[Saved entries]
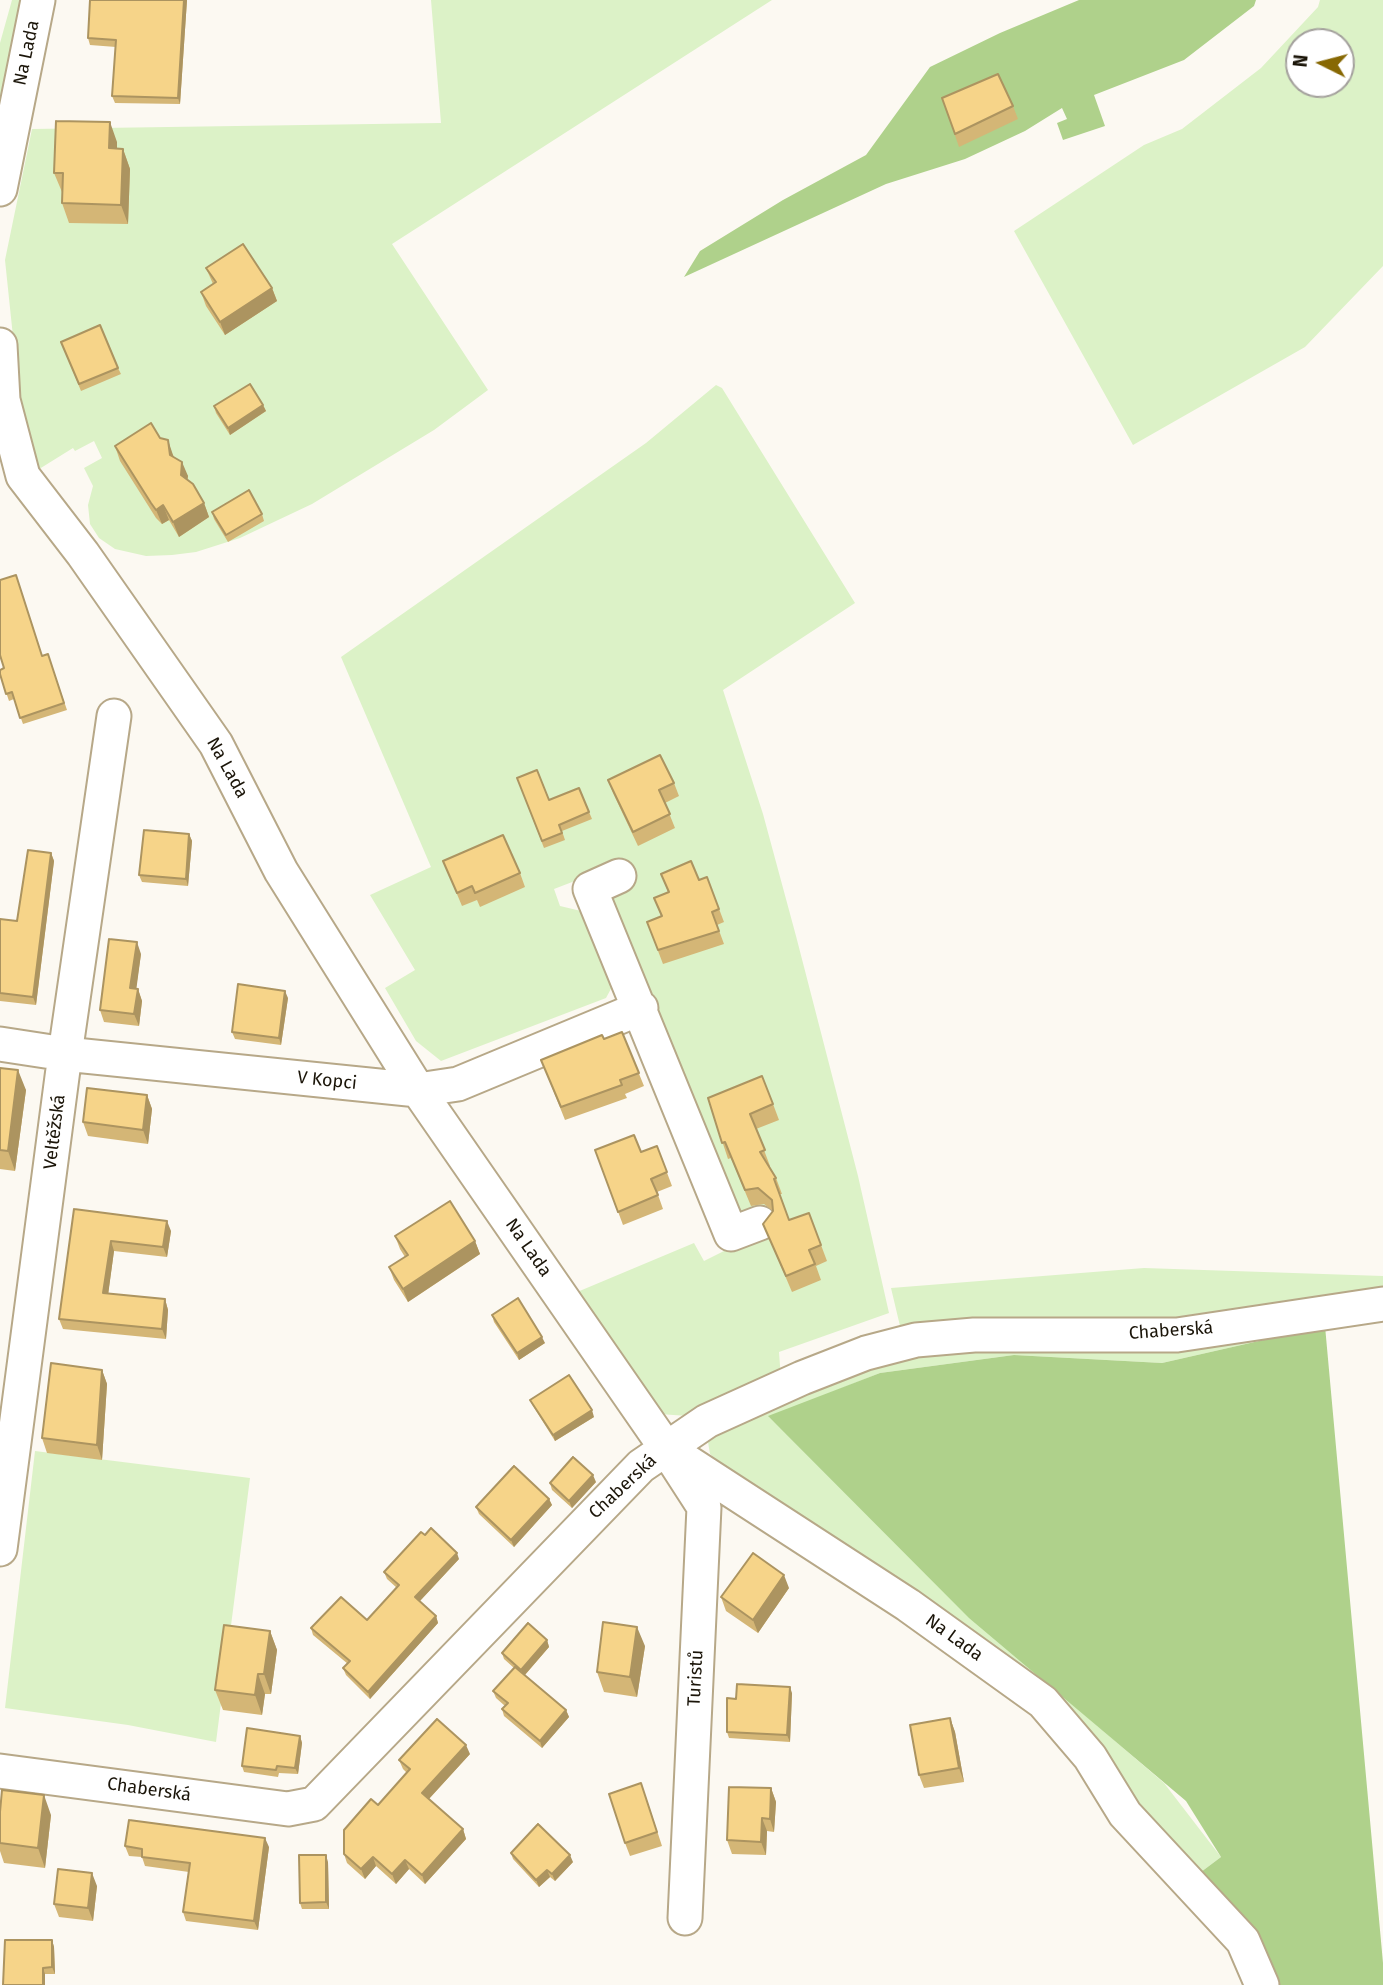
<!DOCTYPE html>
<html>
<head>
<meta charset="utf-8">
<style>
  body { margin:0 }
  #map { position:relative; width:1383px; height:1985px; overflow:hidden; background:#fcf9f2; font-family:"Fira Sans",sans-serif }
  canvas { display:block }
  .north { position:absolute; left:1285px; top:28px; width:70px; height:70px; box-sizing:border-box; background:#fff; border:2px solid #a4a19d; border-radius:50%; rotate:276deg; font-size:19px; font-weight:700; line-height:28px; text-align:center; color:#1b1509 }
  .north::after { content:''; display:block; margin:auto; width:24px; height:32px; background:#876803; clip-path:polygon(50% 0,100% 100%,50% 72%,0 100%) }
</style>
</head>
<body>
<div id="map">
<canvas width="1383" height="1985"></canvas>
<div class="north">N</div>
</div>
<script>
const context = document.querySelector('canvas').getContext('2d');
context.lineJoin = 'round';
function paint(path, color) { context.fillStyle = color; context.fill(path, 'evenodd'); }
const shape = rows => new Path2D(rows.map(r => 'M' + r).join(''));
function trace(path, color, width, dash) { context.strokeStyle = color; context.lineWidth = width; context.lineCap = dash ? 'butt' : 'round'; context.setLineDash(dash || []); context.stroke(path); }
function write(font, color, halo, rows, align = 'center') {
  context.font = font + ' "Fira Sans",sans-serif'; context.lineWidth = 5; context.setLineDash([]); context.textBaseline = 'middle'; context.strokeStyle = halo; context.fillStyle = color; for (const [text, x, y, turn = 0] of rows) {
    context.save(); context.translate(x, y); context.rotate((+turn || 0) * Math.PI / 180); context.textAlign = isNaN(turn) ? turn : align; if (halo) context.strokeText(text, 0, 0); context.fillText(text, 0, 0); context.restore();
  }
}
paint(shape([
  [12,0,26,0,18,46,0,96,0,43],
  [431,0,772,0,392,244,488,390,434,430,312,504,240,538,196,552,172,555,146,556,115,549,99,538,90,524,88,505,93,486,84,468,102,458,94,441,75,451,73,448,36,471,22,423,5,260,32,129,441,123],
  [1320,0,1383,0,1383,266,1305,347,1133,445,1014,231,1144,145,1182,129,1261,68,1318,7],
  [1299,42,1341,42,1341,84,1299,84],
  [716,385,722,388,855,603,723,690,763,814,796,936,858,1176,889,1313,779,1352,781,1379,688,1416,659,1414,570,1295,694,1243,704,1261,736,1245,741,1213,732,1205,611,900,619,864,554,889,560,906,581,911,613,985,606,998,441,1061,416,1041,385,988,415,970,370,895,431,867,341,657,646,443],
  [1144,1268,1383,1276,1383,1286,1163,1319,900,1326,891,1288],
  [1325,1326,1162,1363,1014,1355,880,1373,769,1417,1080,1711,1164,1783,1221,1857,1197,1875,1130,1800,1039,1681,746,1486,710,1454,708,1442,712,1431,857,1365,919,1350],
  [35,1451,250,1478,216,1742,128,1725,5,1708]
]), '#dcf2c7');
paint(shape([
  [1079,0,1256,0,1254,6,1184,60,1094,95,1105,126,1063,140,1057,123,1067,119,1062,108,1025,131,965,159,886,184,684,277,700,251,783,200,866,155,930,67,1000,33],
  [1325,1326,1383,1963,1383,1985,1279,1985,1256,1931,1197,1875,1221,1857,1186,1801,969,1618,768,1416,880,1373,1014,1355,1162,1363]
]), '#afd18b');
const minor = shape([
  [0,189,38,0],
  [0,345,3,400,23,476,83,554,216,744,281,871,418,1090,666,1448,908,1605,1043,1702,1090,1757,1125,1814,1243,1941,1262,1985],
  [619,876,590,889,731,1234,760,1223],
  [0,1044,65,1054,418,1090,458,1084,641,1008],
  [673,1459,704,1507,685,1918],
  [0,1549,65,1054,114,716],
  [0,1771,288,1809,314,1804,641,1466,707,1421,802,1378,866,1353,916,1340,974,1335,1177,1335,1383,1304]
]);
trace(minor, '#b7a888', 37);
trace(minor, '#fff', 33);
paint(shape([
  [187,0,180,104,115,103,112,96,116,47,90,45,88,38],
  [942,98,1013,106,1018,119,959,147],
  [117,142,117,149,123,149,130,169,128,224,69,223,62,203,62,192,54,173],
  [206,268,272,288,277,301,225,335,206,306,201,292,213,284],
  [61,342,118,368,121,374,81,391],
  [263,405,266,411,230,435,216,413,214,406],
  [160,438,173,455,174,457,188,476,187,480,204,503,209,517,179,537,169,520,162,524,156,518,120,461,115,446],
  [212,512,262,514,264,521,228,542,214,519],
  [48,654,67,710,23,724,14,699,9,701,0,674],
  [517,778,549,800,579,788,592,819,562,831,565,840,544,848],
  [608,780,674,783,679,796,665,803,675,828,638,846,613,793],
  [189,834,192,841,188,886,142,882,139,875],
  [51,853,54,861,36,1005,0,1001,0,919,17,921],
  [443,861,520,873,525,887,480,907,477,900,462,906],
  [661,874,699,880,707,877,724,922,717,925,724,944,663,964,647,922,661,916,654,898,668,892],
  [141,954,136,988,138,989,142,1001,139,1026,104,1022,100,1010],
  [288,998,281,1045,235,1039,232,1032],
  [622,1032,644,1086,625,1094,627,1098,565,1120,541,1060,604,1039],
  [0,1068,26,1090,15,1171,0,1169],
  [147,1095,152,1109,148,1144,88,1136,83,1122],
  [708,1098,773,1104,779,1120,756,1129,770,1166,769,1166,776,1178,782,1194,780,1194,789,1220,809,1213,827,1261,816,1266,821,1280,792,1292,763,1224,773,1211,764,1204,751,1206,731,1158,728,1159],
  [657,1146,672,1186,657,1192,663,1209,623,1225,595,1150,641,1152],
  [74,1209,171,1231,167,1257,114,1251,108,1294,165,1299,168,1310,166,1339,63,1329,59,1319],
  [395,1236,475,1241,480,1254,408,1302,394,1280,389,1267,405,1257,400,1249],
  [492,1315,545,1343,519,1360,494,1322],
  [102,1370,107,1384,102,1460,47,1453,42,1438],
  [530,1400,594,1417,555,1441,533,1406],
  [596,1482,572,1508,552,1490,550,1483],
  [549,1499,552,1505,514,1547,479,1514,476,1507],
  [459,1559,420,1601,436,1616,438,1623,370,1699,346,1675,343,1668,348,1664,313,1635,311,1628,367,1620,397,1588,387,1579,384,1572],
  [789,1588,758,1633,726,1611,721,1597],
  [270,1631,277,1650,271,1694,265,1694,262,1715,223,1710,215,1690],
  [547,1640,549,1647,525,1675,566,1710,569,1717,542,1748,504,1716,502,1709,505,1706,496,1698,493,1691,514,1668,504,1659,502,1653],
  [645,1646,637,1697,604,1692,597,1672],
  [792,1693,790,1742,729,1738,727,1732,736,1699],
  [950,1718,955,1732,964,1782,924,1788,919,1775],
  [300,1736,302,1743,298,1774,279,1773,278,1777,244,1772,242,1766],
  [470,1754,429,1799,463,1829,466,1839,425,1884,409,1869,396,1884,376,1866,365,1879,347,1863,344,1854,378,1805,407,1773,403,1769,399,1760],
  [771,1788,776,1802,774,1832,767,1831,766,1855,732,1854,727,1840],
  [646,1797,662,1846,630,1856,625,1843],
  [0,1812,51,1815,45,1868,4,1863,0,1851],
  [125,1846,269,1847,258,1930,186,1921,183,1912,189,1872,145,1866,142,1857,129,1856],
  [511,1853,573,1862,555,1881,550,1877,539,1887,513,1859],
  [328,1862,329,1909,302,1909,300,1903],
  [97,1886,93,1921,59,1917,54,1904],
  [52,1940,54,1947,55,1974,45,1974,3,1985]
]), '#d4b676');
paint(shape([
  [184,0,187,0,180,104,178,98],
  [110,122,117,142,117,168,109,148],
  [123,149,130,169,128,224,121,205],
  [272,288,277,301,225,335,220,322],
  [263,405,266,411,230,435,228,428],
  [168,440,173,455,176,470,170,455],
  [182,462,188,476,186,489,181,475],
  [204,503,209,517,179,537,173,522],
  [163,505,169,520,162,524,156,510],
  [189,834,192,841,188,886,186,879],
  [51,853,54,861,36,1005,33,997],
  [137,942,141,954,135,999,130,988],
  [138,989,142,1001,139,1026,134,1014],
  [285,991,288,998,281,1045,279,1038],
  [18,1070,26,1090,15,1171,8,1151],
  [147,1095,152,1109,148,1144,143,1130],
  [167,1221,171,1231,167,1257,163,1247],
  [111,1241,114,1251,107,1303,103,1293],
  [475,1241,480,1254,408,1302,403,1289],
  [165,1299,168,1310,166,1339,162,1329],
  [542,1337,545,1343,519,1360,517,1353],
  [102,1370,107,1384,102,1460,97,1445],
  [592,1410,594,1417,555,1441,553,1435],
  [593,1475,596,1482,572,1508,569,1501],
  [549,1499,552,1505,514,1547,511,1540],
  [457,1553,459,1559,418,1603,415,1597],
  [784,1575,789,1588,758,1633,753,1620],
  [436,1616,438,1623,370,1699,368,1692],
  [637,1627,645,1646,637,1697,630,1677],
  [270,1631,277,1650,271,1694,264,1674],
  [547,1640,549,1647,523,1677,521,1670],
  [258,1674,265,1694,262,1715,255,1695],
  [790,1687,792,1693,790,1742,787,1735],
  [566,1710,569,1717,542,1748,540,1741],
  [950,1718,955,1732,964,1782,959,1768],
  [300,1736,302,1743,298,1774,295,1768],
  [466,1745,470,1754,426,1802,422,1793],
  [771,1788,776,1802,774,1832,770,1819],
  [44,1795,51,1815,45,1868,38,1848],
  [762,1818,767,1831,766,1855,761,1842],
  [463,1829,466,1839,425,1884,422,1875],
  [265,1838,269,1847,258,1930,254,1921],
  [326,1855,328,1862,329,1909,326,1902],
  [570,1855,573,1862,555,1881,552,1874],
  [373,1857,376,1866,365,1879,361,1869],
  [405,1860,409,1869,396,1884,392,1874],
  [547,1870,550,1877,539,1887,536,1880],
  [92,1873,97,1886,93,1921,88,1908],
  [52,1940,54,1947,55,1974,52,1967],
  [43,1968,45,1974,45,1985,43,1985]
]), '#ac9460');
const building = shape([
  [90,0,184,0,178,98,112,96,116,40,88,38,90,0],
  [998,74,1013,106,955,134,942,98,998,74],
  [56,121,110,122,109,148,123,149,121,205,62,203,63,173,54,173,56,121],
  [243,244,272,288,220,322,201,292,216,282,206,268,243,244],
  [100,325,118,368,79,384,61,342,100,325],
  [250,384,263,405,228,428,214,406,250,384],
  [151,423,160,438,168,440,170,455,182,462,181,475,193,484,204,503,173,522,163,505,156,510,151,503,115,446,151,423],
  [249,490,262,514,226,535,212,512,249,490],
  [16,575,42,656,48,654,64,703,20,718,12,692,6,694,0,674,0,670,4,668,0,655,0,580,16,575],
  [660,755,674,783,659,790,670,814,633,832,608,780,660,755],
  [537,770,549,800,579,788,589,812,559,825,562,833,542,841,517,778,537,770],
  [144,830,189,834,186,879,139,875,144,830],
  [503,835,520,873,475,893,472,886,457,893,443,861,503,835],
  [28,850,51,853,33,997,0,993,0,919,17,921,28,850],
  [691,861,699,880,707,877,719,909,712,912,719,931,658,950,647,922,662,916,654,898,669,892,661,874,691,861],
  [109,939,137,942,130,988,138,989,134,1014,100,1010,109,939],
  [238,984,285,991,279,1038,232,1032,238,984],
  [622,1032,639,1073,620,1080,622,1085,561,1107,541,1060,602,1035,604,1039,622,1032],
  [0,1068,18,1070,8,1151,0,1150,0,1068],
  [762,1076,773,1104,750,1114,765,1150,760,1152,776,1178,774,1179,789,1220,809,1213,821,1245,809,1250,815,1264,786,1276,763,1224,773,1211,772,1200,758,1188,745,1190,725,1142,722,1143,708,1098,762,1076],
  [87,1088,147,1095,143,1130,83,1122,87,1088],
  [634,1135,641,1152,657,1146,667,1172,651,1179,658,1195,618,1212,595,1150,634,1135],
  [450,1201,475,1241,403,1289,389,1267,408,1255,395,1236,450,1201],
  [74,1209,167,1221,163,1247,111,1241,103,1293,165,1299,162,1329,59,1319,74,1209],
  [518,1298,542,1337,517,1353,492,1315,518,1298],
  [51,1363,102,1370,97,1445,42,1438,51,1363],
  [569,1375,592,1410,553,1435,530,1400,569,1375],
  [573,1457,593,1475,569,1501,550,1483,573,1457],
  [514,1466,549,1499,511,1540,476,1507,514,1466],
  [431,1528,457,1553,415,1597,436,1616,368,1692,343,1668,350,1661,311,1628,341,1597,367,1620,399,1585,384,1572,421,1532,425,1535,431,1528],
  [753,1553,784,1575,753,1620,721,1597,753,1553],
  [603,1622,637,1627,630,1677,597,1672,603,1622],
  [528,1623,547,1640,521,1670,502,1653,528,1623],
  [224,1625,270,1631,264,1674,258,1674,255,1695,215,1690,224,1625],
  [515,1667,566,1710,540,1741,502,1709,508,1703,493,1691,515,1667],
  [737,1684,790,1687,787,1735,727,1732,727,1698,736,1699,737,1684],
  [950,1718,959,1768,919,1775,910,1725,950,1718],
  [437,1719,466,1745,422,1793,463,1829,422,1875,405,1860,392,1874,373,1857,361,1869,344,1854,344,1830,371,1799,378,1805,410,1769,399,1760,437,1719],
  [247,1728,300,1736,295,1768,277,1766,276,1770,242,1766,247,1728],
  [641,1783,657,1832,625,1843,609,1794,641,1783],
  [729,1787,771,1788,770,1819,762,1818,761,1842,727,1840,729,1787],
  [2,1790,44,1795,38,1848,0,1843,0,1812,2,1790],
  [129,1820,265,1838,254,1921,183,1912,190,1863,142,1857,142,1849,125,1846,129,1820],
  [538,1824,570,1855,552,1874,547,1870,536,1880,511,1853,538,1824],
  [299,1855,326,1855,326,1902,300,1903,299,1855],
  [58,1869,92,1873,88,1908,54,1904,58,1869],
  [5,1940,52,1940,52,1967,43,1968,43,1985,3,1985,5,1940]
]);
paint(building, '#f6d489');
trace(building, '#ac9460', 2);
write('18px', '#1b1509', '#fff', [
  ["Na Lada",27,53,-78],
  ["Na Lada",227,768,61],
  ["V Kopci",327,1081,6],
  ["Veltěžská",55,1132,-83],
  ["Na Lada",528,1248,55],
  ["Chaberská",1171,1331,-4],
  ["Chaberská",623,1487,-43],
  ["Na Lada",954,1638,36],
  ["Turistů",696,1678,-87],
  ["Chaberská",149,1790,8]
]);
</script>
</body>
</html>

What you need to do: Pull every line containing the word "height" out of the entries above.

Solution:
  #map { position:relative; width:1383px; height:1985px; overflow:hidden; background:#fcf9f2; font-family:"Fira Sans",sans-serif }
  .north { position:absolute; left:1285px; top:28px; width:70px; height:70px; box-sizing:border-box; background:#fff; border:2px solid #a4a19d; border-radius:50%; rotate:276deg; font-size:19px; font-weight:700; line-height:28px; text-align:center; color:#1b1509 }
  .north::after { content:''; display:block; margin:auto; width:24px; height:32px; background:#876803; clip-path:polygon(50% 0,100% 100%,50% 72%,0 100%) }
<canvas width="1383" height="1985"></canvas>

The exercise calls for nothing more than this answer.